Legal claims defining the scope of protection, as filed with the USPTO.
1. A method for encoding in a scalable speech and audio codec, comprising: obtaining a residual signal from a Code Excited Linear Prediction (CELP)-based encoding layer, where the residual signal is a difference between an original audio signal and a reconstructed version of the original audio signal; transforming the residual signal at a Discrete Cosine Transform (DCT)-type transform layer to obtain a corresponding transform spectrum; dividing the transform spectrum into a plurality of spectral bands, each spectral band having a plurality of spectral lines; selecting a plurality of different codebooks for encoding the spectral bands, where the codebooks have associated codebook indices; performing vector quantization on spectral lines in each spectral band using the selected codebooks to obtain vector quantized indices; encoding the codebook indices, wherein encoding the codebooks indices includes encoding at least two adjacent spectral bands into a pair-wise descriptor code that is based on a probability distribution of quantized characteristics of the adjacent spectral bands; encoding the vector quantized indices; and forming a bitstream of the encoded codebook indices and encoded vector quantized indices to represent the quantized transform spectrum.
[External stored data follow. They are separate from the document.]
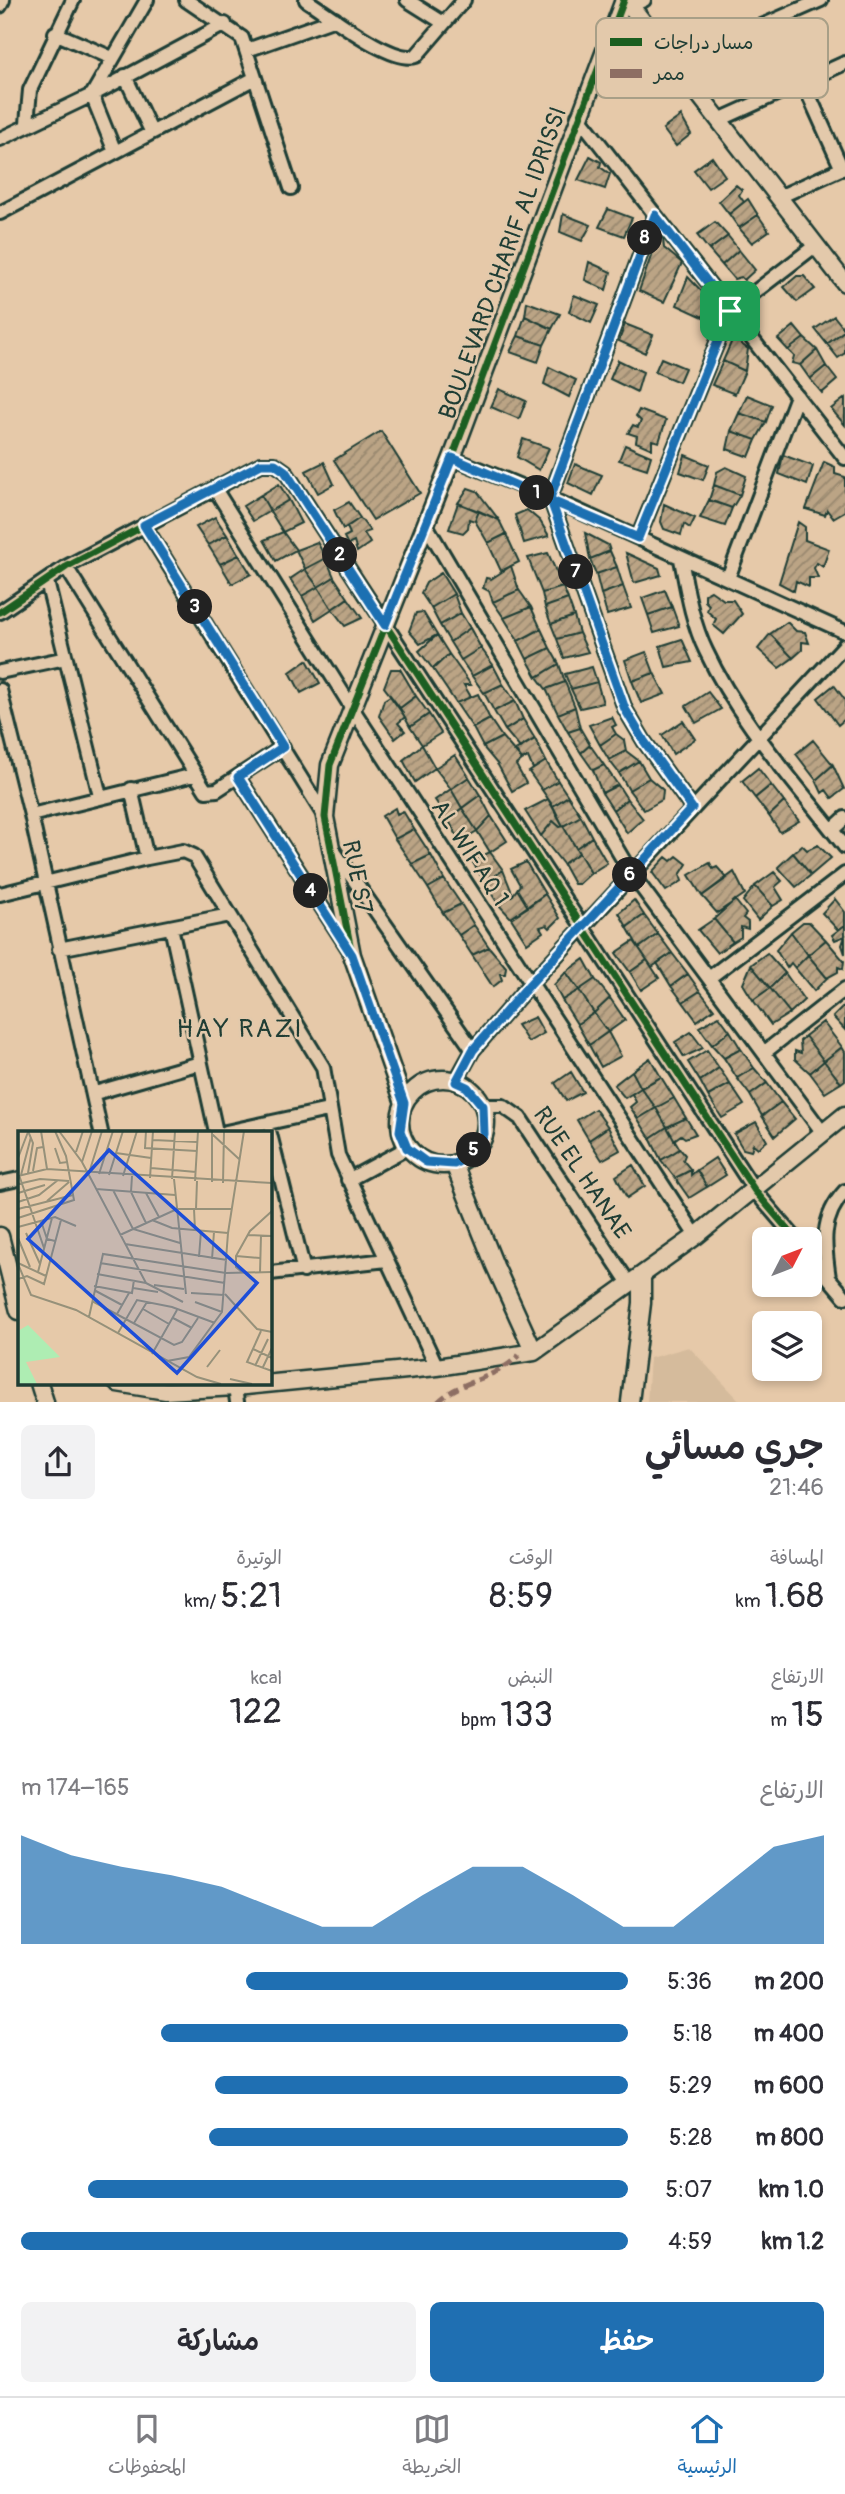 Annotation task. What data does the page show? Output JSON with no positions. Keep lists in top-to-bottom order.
{
  "streets": {
    "street": [
      "BOULEVARD CHARIF AL IDRISSI",
      "AL WIFAQ 1",
      "RUE S7",
      "RUE EL HANAE"
    ]
  },
  "crossings": [
    ["BOULEVARD CHARIF AL IDRISSI", "AL WIFAQ 1"],
    ["BOULEVARD CHARIF AL IDRISSI", "RUE S7"],
    ["RUE S7", "RUE EL HANAE"]
  ],
  "districts": ["HAY RAZI"],
  "legend": ["مسار دراجات", "ممر"],
  "north": "top right",
  "page": {
    "pins": [
      "8",
      "1",
      "2",
      "7",
      "3",
      "6",
      "4",
      "5"
    ],
    "heading": ["جري مسائي", "21:46"],
    "stats": [
      ["المسافة", "1.68 km"],
      ["الوقت", "8:59"],
      ["الوتيرة", "5:21 /km"],
      ["الارتفاع", "15 m"],
      ["النبض", "133 bpm"],
      ["kcal", "122"]
    ],
    "chart": ["الارتفاع", "165–174 m"],
    "list": [
      {
        "name": "200 m",
        "note": "5:36"
      },
      {
        "name": "400 m",
        "note": "5:18"
      },
      {
        "name": "600 m",
        "note": "5:29"
      },
      {
        "name": "800 m",
        "note": "5:28"
      },
      {
        "name": "1.0 km",
        "note": "5:07"
      },
      {
        "name": "1.2 km",
        "note": "4:59"
      }
    ],
    "buttons": ["حفظ", "مشاركة"],
    "tabs": ["الرئيسية", "الخريطة", "المحفوظات"]
  }
}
2. The method of claim 1 , wherein the DCT-type transform layer is a Modified Discrete Cosine Transform (MDCT) layer and the transform spectrum is an MDCT spectrum.
3. The method of claim 1 , further comprising: dropping a set of spectral bands to reduce the number of spectral bands prior to encoding.
4. The method of claim 1 , wherein encoding the at least two adjacent spectral bands includes scanning adjacent pairs of spectral bands to ascertain their characteristics; identifying a codebook index for each of the spectral bands; obtaining a descriptor component and an extension code component for each codebook index.
5. The method of claim 4 , further comprising: encoding a first descriptor component and a second descriptor component in pairs to obtain the pair-wise descriptor code.
6. The method of claim 4 , wherein the pair-wise descriptor code maps to one of a plurality of possible variable length codes (VLC) for different codebooks.
7. The method of claim 6 , wherein VLC codebooks are assigned to each pair of descriptor components based on a relative position of each corresponding spectral band within an audio frame and an encoder layer number.
8. The method of claim 7 , wherein the pair-wise descriptor codes are based on a quantized set of typical probability distributions of descriptor values in each pair of descriptors.
9. The method of claim 4 , wherein a single descriptor component is utilized for codebook indices greater than a value k, and extension code components are utilized for codebook indices greater than the value k.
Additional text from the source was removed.